Stored entries
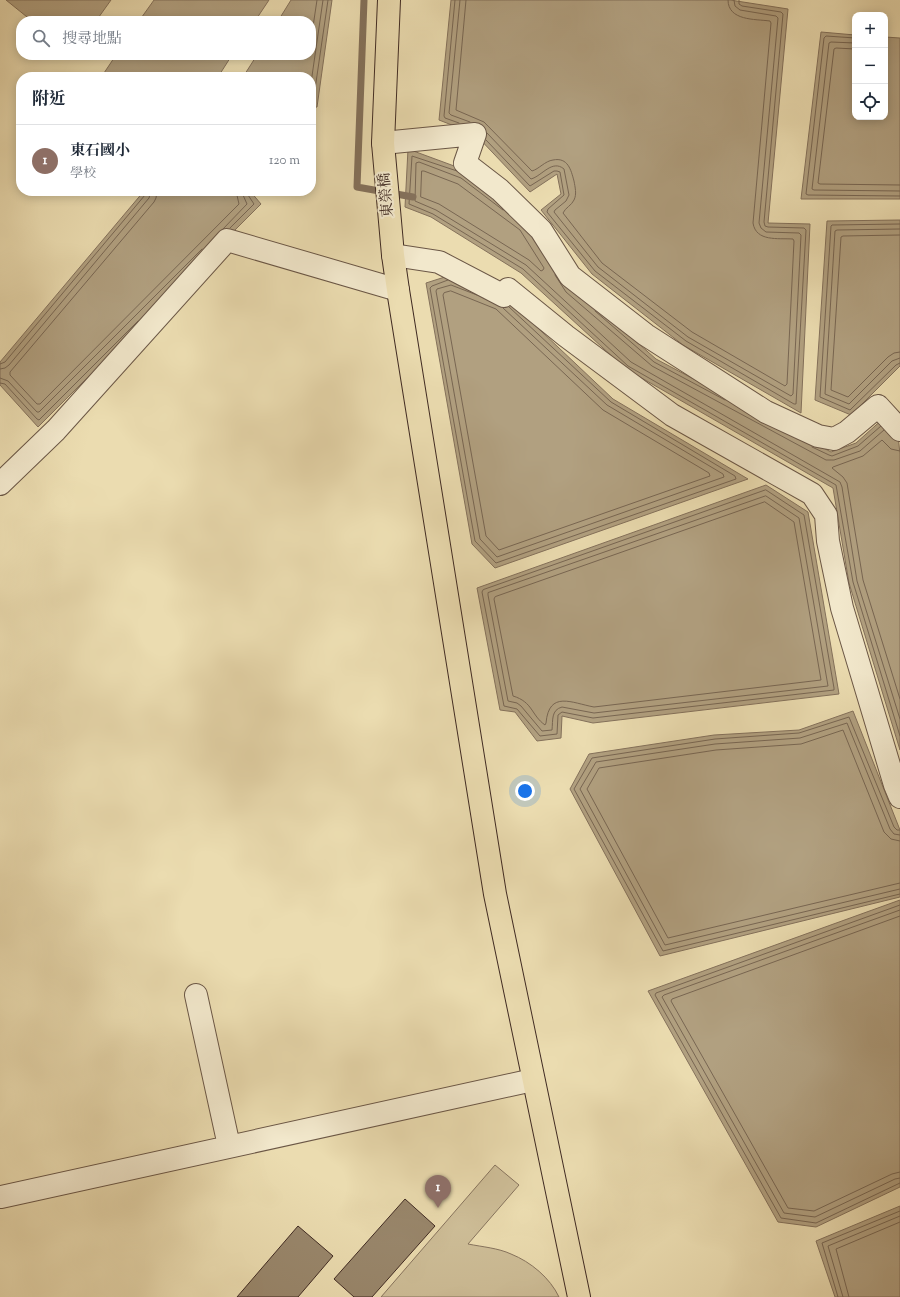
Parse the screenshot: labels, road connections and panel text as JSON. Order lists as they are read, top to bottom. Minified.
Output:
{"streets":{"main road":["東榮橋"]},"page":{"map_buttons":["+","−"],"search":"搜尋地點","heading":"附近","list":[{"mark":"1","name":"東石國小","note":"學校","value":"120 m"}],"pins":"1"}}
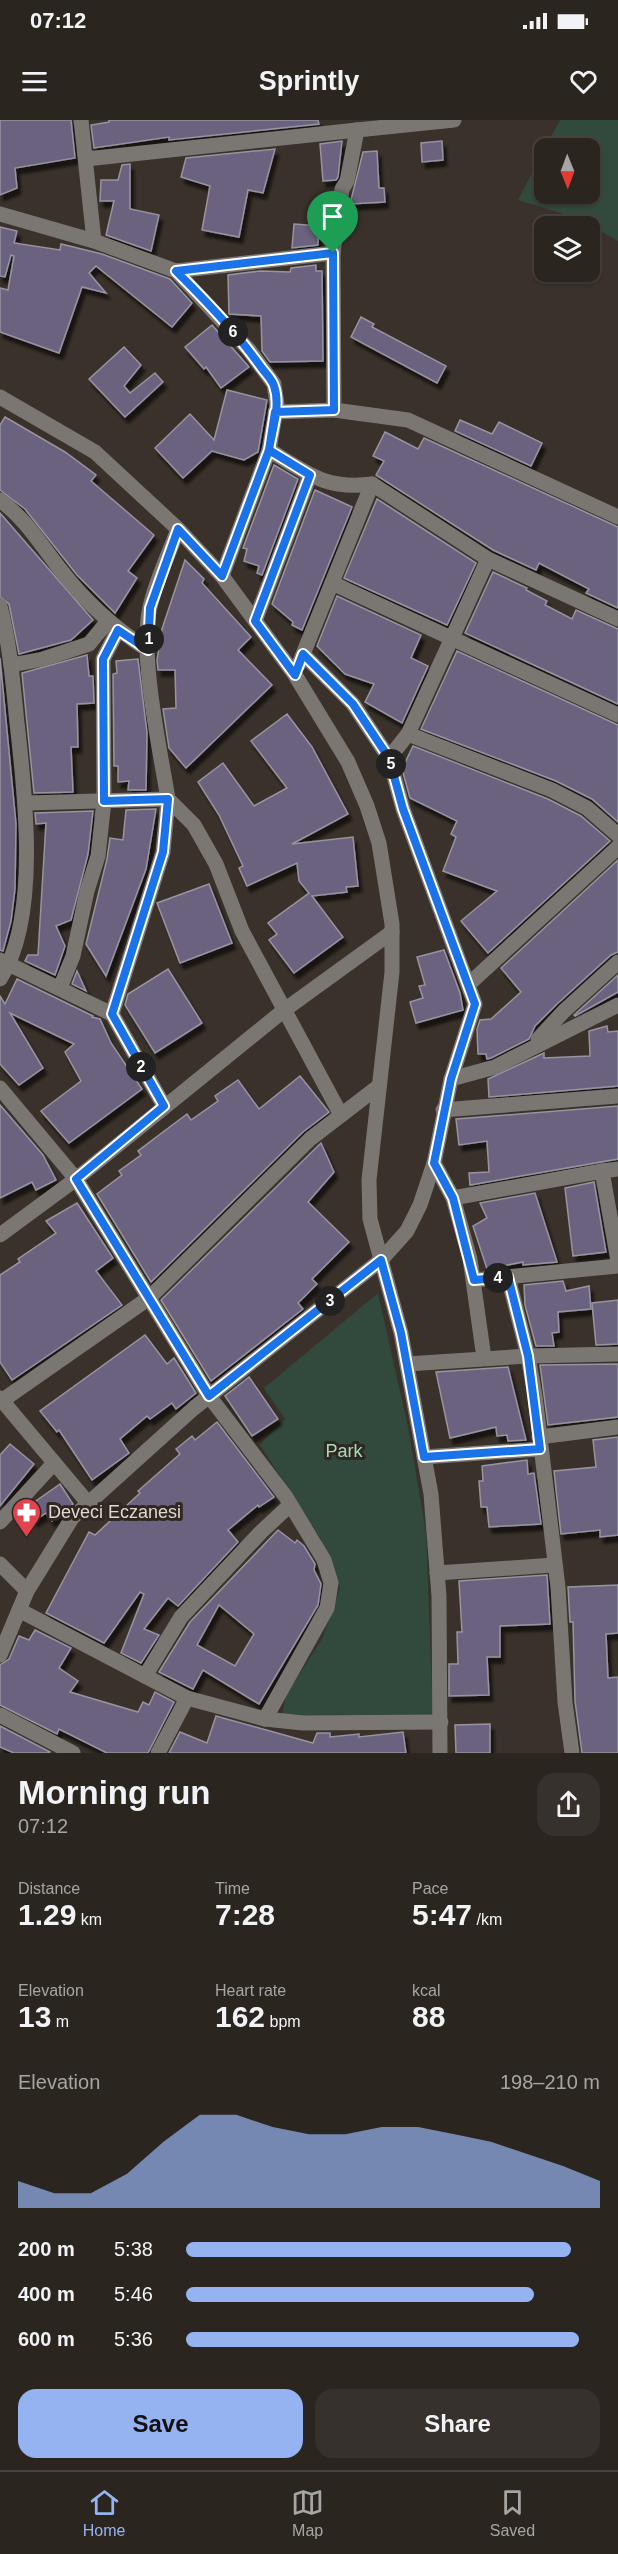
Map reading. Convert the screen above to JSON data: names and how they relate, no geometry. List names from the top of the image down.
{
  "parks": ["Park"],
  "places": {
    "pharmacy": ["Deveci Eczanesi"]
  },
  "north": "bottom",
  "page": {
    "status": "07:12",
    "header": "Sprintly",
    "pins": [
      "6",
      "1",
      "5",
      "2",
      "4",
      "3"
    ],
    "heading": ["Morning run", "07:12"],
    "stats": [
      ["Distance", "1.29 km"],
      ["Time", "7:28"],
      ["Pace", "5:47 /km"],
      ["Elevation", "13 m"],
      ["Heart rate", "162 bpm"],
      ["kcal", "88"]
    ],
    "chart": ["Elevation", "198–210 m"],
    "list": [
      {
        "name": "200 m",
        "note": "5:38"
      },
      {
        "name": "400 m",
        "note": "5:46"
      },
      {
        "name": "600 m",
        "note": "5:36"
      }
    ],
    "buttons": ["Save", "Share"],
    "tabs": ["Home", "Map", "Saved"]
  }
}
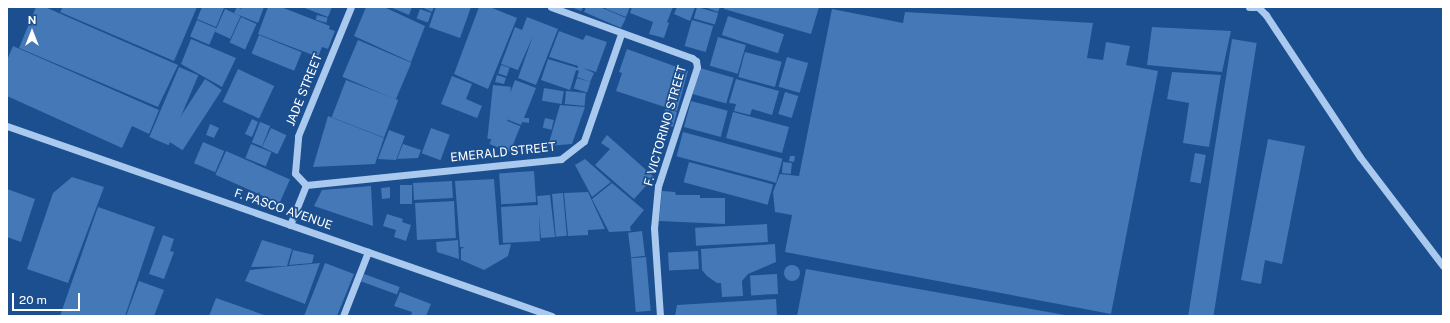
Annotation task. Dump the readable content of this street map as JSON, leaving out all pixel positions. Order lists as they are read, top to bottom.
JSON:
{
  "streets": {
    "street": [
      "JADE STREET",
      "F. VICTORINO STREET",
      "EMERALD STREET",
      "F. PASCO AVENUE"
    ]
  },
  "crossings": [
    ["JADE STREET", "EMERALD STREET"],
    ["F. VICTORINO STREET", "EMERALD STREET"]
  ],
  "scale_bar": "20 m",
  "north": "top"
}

§ Problem statement: For each line above that contains the word "lists", give the line as it is written.

§ Task answer:
Parse the screenshot: labels, road connections and panel text as JSON. Order lists as they are read, top to bottom. Minified.
Annotation task. Dump the readable content of this street map as JSON, leaving out all pixel positions. Order lists as they are read, top to bottom.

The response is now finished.